(Data supplied begins)

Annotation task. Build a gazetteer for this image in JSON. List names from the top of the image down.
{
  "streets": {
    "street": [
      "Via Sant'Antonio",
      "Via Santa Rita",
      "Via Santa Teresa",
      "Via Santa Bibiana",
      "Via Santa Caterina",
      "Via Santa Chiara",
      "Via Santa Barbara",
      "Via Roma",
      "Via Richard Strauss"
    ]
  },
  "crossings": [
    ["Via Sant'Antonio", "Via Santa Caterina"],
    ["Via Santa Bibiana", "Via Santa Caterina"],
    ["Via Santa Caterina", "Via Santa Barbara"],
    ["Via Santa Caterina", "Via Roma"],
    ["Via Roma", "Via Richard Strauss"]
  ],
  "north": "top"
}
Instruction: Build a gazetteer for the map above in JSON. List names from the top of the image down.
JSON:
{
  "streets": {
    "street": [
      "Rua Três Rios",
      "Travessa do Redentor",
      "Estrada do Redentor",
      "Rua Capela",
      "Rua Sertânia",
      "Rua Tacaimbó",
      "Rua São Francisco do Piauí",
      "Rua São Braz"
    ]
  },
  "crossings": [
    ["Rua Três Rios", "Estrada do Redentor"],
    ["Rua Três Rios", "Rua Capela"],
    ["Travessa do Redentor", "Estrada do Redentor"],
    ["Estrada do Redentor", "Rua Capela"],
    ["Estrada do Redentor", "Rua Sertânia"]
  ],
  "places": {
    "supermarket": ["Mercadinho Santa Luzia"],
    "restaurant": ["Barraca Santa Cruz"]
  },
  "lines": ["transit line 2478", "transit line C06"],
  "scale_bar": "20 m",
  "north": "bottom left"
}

(Data supplied ends)

State the number of lines in this listing that contain the string "Caterina", and add nothing else.

5